Work to complete
Set out exactly, line by line, the stretch of data below that begins at the line containing "height:9px; margin:-4.5px; padding:0" and ends at the line containing "filter:drop-shadow(0 0 1px", with both ends kept.

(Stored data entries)

#####

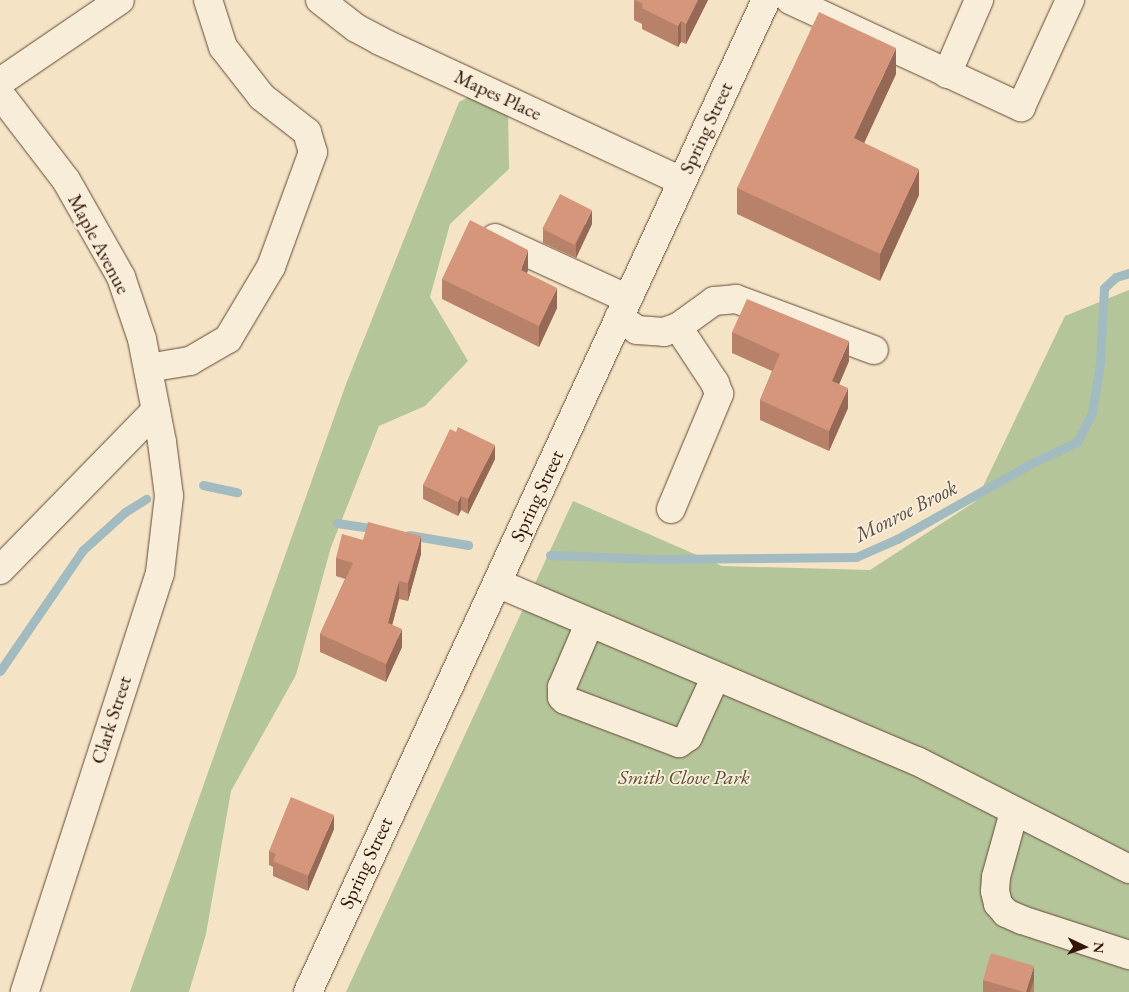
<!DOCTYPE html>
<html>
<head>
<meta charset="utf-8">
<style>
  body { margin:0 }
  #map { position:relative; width:1129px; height:992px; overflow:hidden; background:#f5e3c5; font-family:"EB Garamond",serif }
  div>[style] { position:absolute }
  .green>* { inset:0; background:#b5c59a }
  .stream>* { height:9px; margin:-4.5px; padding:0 4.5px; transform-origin:4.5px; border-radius:4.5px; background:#a2bbc0 }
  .roads { filter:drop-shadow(0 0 1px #634a36) drop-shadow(0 0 1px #634a36) }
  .minor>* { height:28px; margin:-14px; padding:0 14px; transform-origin:14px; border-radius:14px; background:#f8edd9 }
  .wall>* { inset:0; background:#b8816a; transform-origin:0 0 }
  .shaded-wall>* { inset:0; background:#966956 }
  .building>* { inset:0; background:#d6967b; transform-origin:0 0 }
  span { translate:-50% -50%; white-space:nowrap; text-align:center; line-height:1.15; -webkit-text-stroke:4px #f8edd9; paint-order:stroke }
  .street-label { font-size:20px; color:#321707 }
  .park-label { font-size:20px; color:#594b33; font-style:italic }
  .water-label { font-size:21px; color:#595048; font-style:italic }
  .north { position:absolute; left:1059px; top:922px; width:50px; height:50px; -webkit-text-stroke:4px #f8edd9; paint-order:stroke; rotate:93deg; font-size:14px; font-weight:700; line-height:20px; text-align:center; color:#321707 }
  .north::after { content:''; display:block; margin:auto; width:18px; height:22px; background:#321707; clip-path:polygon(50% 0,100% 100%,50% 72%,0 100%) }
</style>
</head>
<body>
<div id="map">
  <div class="green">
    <i style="clip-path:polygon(472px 95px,508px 110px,509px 169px,450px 224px,430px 297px,468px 361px,425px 406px,379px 426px,331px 547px,296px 675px,231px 791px,206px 934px,189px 992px,130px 992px,346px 384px,459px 102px)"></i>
    <i style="clip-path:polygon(1129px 290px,1129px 992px,346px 992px,573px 501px,722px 566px,870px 570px,976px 501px,1065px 316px)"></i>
  </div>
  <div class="stream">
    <i style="left:203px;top:485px;width:35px;rotate:12deg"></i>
    <i style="left:337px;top:523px;width:40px;rotate:8.5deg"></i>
    <i style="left:409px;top:535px;width:60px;rotate:9.6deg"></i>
    <i style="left:550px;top:555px;width:107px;rotate:2.1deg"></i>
    <i style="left:657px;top:559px;width:199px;rotate:-0.6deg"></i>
    <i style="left:856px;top:557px;width:45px;rotate:-23.7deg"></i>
    <i style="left:897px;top:539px;width:153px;rotate:-29.4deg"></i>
    <i style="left:1030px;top:464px;width:52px;rotate:-25.1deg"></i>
    <i style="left:1077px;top:442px;width:33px;rotate:-63deg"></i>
    <i style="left:1092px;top:413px;width:51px;rotate:-80.9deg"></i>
    <i style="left:1100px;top:363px;width:75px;rotate:-86.9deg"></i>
    <i style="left:1104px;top:288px;width:16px;rotate:-43deg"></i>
    <i style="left:1116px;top:277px;width:14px;rotate:-17deg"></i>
    <i style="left:0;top:671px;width:147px;rotate:-55.6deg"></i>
    <i style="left:83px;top:550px;width:57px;rotate:-42.1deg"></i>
    <i style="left:125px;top:512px;width:25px;rotate:-32deg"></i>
  </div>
  <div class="roads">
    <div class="minor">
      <i style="left:320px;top:0;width:46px;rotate:37.9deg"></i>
      <i style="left:356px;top:28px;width:27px;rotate:28deg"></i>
      <i style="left:380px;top:41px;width:333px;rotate:24.9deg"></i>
      <i style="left:790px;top:0;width:255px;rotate:24.9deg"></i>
      <i style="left:1021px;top:107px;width:118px;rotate:-65.4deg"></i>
      <i style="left:947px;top:74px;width:81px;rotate:-66.6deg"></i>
      <i style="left:0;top:82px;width:145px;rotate:-34.3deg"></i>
      <i style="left:0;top:94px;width:108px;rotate:52.5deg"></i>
      <i style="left:66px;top:180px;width:112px;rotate:60.4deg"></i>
      <i style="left:121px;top:277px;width:65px;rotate:71.3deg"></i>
      <i style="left:142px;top:339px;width:105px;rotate:79deg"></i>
      <i style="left:162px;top:442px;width:54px;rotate:82.6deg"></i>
      <i style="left:169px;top:496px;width:78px;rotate:96.7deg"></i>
      <i style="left:160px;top:573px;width:440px;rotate:107.9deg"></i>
      <i style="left:495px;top:238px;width:146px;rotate:24.6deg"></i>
      <i style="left:619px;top:317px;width:22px;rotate:36deg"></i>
      <i style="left:637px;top:330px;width:27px;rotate:4deg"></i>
      <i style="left:664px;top:332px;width:15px;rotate:-20deg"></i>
      <i style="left:678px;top:327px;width:44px;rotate:-35.8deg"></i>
      <i style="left:714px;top:301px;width:22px;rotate:-5deg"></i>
      <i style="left:736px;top:299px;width:147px;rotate:20.3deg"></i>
      <i style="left:148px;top:368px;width:43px;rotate:-9.5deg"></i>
      <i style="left:190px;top:361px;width:44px;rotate:-30.1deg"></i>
      <i style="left:228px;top:339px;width:84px;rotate:-59.2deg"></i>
      <i style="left:271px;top:267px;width:122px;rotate:-69.9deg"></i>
      <i style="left:313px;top:152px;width:21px;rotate:-107deg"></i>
      <i style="left:307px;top:132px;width:57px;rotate:-142.1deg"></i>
      <i style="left:262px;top:97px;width:63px;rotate:-128deg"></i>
      <i style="left:223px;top:47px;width:49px;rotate:-107.7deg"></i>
      <i style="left:671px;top:509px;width:125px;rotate:-67.3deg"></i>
      <i style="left:719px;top:394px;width:12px;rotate:-110deg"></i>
      <i style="left:715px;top:383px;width:67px;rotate:-123.5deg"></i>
      <i style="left:0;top:570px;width:223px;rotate:-45.7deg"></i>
      <i style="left:497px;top:583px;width:456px;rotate:23deg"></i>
      <i style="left:917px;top:761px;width:238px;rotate:27deg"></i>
      <i style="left:589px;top:624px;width:69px;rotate:113.2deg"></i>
      <i style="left:562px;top:687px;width:10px;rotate:90deg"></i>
      <i style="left:562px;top:697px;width:4px;rotate:45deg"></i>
      <i style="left:565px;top:700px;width:122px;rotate:20.7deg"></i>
      <i style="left:679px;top:743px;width:11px;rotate:-34deg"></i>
      <i style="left:688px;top:737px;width:65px;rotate:-65.4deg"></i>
      <i style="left:1014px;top:812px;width:67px;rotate:105.5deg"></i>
      <i style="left:996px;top:877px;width:14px;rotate:94deg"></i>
      <i style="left:995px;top:891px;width:13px;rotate:77deg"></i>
      <i style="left:998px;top:904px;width:12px;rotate:48deg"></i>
      <i style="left:1006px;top:913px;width:17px;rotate:24deg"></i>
      <i style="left:1022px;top:920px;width:113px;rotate:18.1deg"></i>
      <i style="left:308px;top:992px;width:1093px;rotate:-65.22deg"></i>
    </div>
  </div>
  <div class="wall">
    <i style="clip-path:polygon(634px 0,708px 0,686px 44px,681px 42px,678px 47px,642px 29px,642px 24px,634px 20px)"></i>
    <i style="clip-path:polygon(896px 74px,864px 143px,919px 195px,880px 281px,737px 214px,737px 188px)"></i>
    <i style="clip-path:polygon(592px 224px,576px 258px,543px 243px,543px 229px)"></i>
    <i style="clip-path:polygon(528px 270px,527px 273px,557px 308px,539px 347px,442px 299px,442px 279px)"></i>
    <i style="clip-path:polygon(732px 332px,849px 361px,839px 384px,848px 408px,829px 451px,760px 420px,760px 400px,772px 371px,732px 353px)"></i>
    <i style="clip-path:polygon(495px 459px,468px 514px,461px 510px,458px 516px,423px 499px,423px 485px)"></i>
    <i style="clip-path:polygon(421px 554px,408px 601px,399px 599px,392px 625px,402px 647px,386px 682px,320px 652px,320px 634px,345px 579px,336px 576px,336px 558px)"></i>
    <i style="clip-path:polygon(334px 829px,308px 891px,273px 876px,273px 867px,269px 865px,269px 851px)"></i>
    <i style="left:983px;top:980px;width:51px;height:12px"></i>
  </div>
  <div class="shaded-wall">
    <i style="clip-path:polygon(698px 0,708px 0,686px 44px,686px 24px)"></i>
    <i style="clip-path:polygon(681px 21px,681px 42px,678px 47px,678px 26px)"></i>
    <i style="clip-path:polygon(896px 48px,896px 74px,854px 165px,854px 138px)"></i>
    <i style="clip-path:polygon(919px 169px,919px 195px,880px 281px,880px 254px)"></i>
    <i style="clip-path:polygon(592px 210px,592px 224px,576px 258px,576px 244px)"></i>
    <i style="clip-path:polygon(528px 250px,528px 270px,521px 290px,521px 270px)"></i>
    <i style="clip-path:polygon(557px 288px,557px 308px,539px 347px,539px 326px)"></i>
    <i style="clip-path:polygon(849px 341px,849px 361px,832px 401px,832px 381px)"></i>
    <i style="clip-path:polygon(848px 388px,848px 408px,829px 451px,829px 431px)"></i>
    <i style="clip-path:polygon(495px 445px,495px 459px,468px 514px,468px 499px)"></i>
    <i style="clip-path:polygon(461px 496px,461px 510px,458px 516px,458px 502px)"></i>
    <i style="clip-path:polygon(421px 536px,421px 554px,408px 601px,408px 583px)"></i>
    <i style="clip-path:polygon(399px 581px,399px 599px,388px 641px,388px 623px)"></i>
    <i style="clip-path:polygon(402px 629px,402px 647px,386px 682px,386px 664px)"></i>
    <i style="clip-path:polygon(334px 815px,334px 829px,308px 891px,308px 876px)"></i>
    <i style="clip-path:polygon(1034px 966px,1034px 980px,1030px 992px,1026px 992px)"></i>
  </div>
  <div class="building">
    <i style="clip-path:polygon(635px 0,698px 0,686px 24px,681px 21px,678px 26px,642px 8px,643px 4px)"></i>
    <i style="clip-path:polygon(819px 12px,896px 48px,854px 138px,919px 169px,880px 254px,737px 188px)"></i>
    <i style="left:560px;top:194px;width:36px;height:39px;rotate:27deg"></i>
    <i style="clip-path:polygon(470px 220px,528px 250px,521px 270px,557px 288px,539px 326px,442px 279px)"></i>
    <i style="clip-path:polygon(747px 299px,849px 341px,832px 381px,848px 388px,829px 431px,760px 400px,780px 354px,732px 332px)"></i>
    <i style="clip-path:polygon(458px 427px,495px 445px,468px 499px,461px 496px,458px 502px,423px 485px,450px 429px,456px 432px)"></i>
    <i style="clip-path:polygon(368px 522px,421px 536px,408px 583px,399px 581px,388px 623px,402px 629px,386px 664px,320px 634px,353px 563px,336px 558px,342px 534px,363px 540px)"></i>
    <i style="clip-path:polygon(291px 797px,334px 815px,308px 876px,273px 861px,276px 854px,269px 851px)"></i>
    <i style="clip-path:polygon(991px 953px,1034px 966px,1026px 992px,1024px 992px,983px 980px)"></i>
  </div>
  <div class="street-label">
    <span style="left:498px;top:95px;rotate:25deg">Mapes Place</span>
    <span style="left:706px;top:128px;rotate:-65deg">Spring Street</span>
    <span style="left:99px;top:244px;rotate:62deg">Maple Avenue</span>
    <span style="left:537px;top:496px;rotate:-65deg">Spring Street</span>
    <span style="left:111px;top:720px;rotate:-72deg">Clark Street</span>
    <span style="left:366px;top:863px;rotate:-65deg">Spring Street</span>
  </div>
  <div class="park-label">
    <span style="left:684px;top:777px">Smith Clove Park</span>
  </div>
  <div class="water-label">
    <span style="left:906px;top:511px;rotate:-27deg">Monroe Brook</span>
  </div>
  <div class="north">N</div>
</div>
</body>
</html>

#####

Reply
  .stream>* { height:9px; margin:-4.5px; padding:0 4.5px; transform-origin:4.5px; border-radius:4.5px; background:#a2bbc0 }
  .roads { filter:drop-shadow(0 0 1px #634a36) drop-shadow(0 0 1px #634a36) }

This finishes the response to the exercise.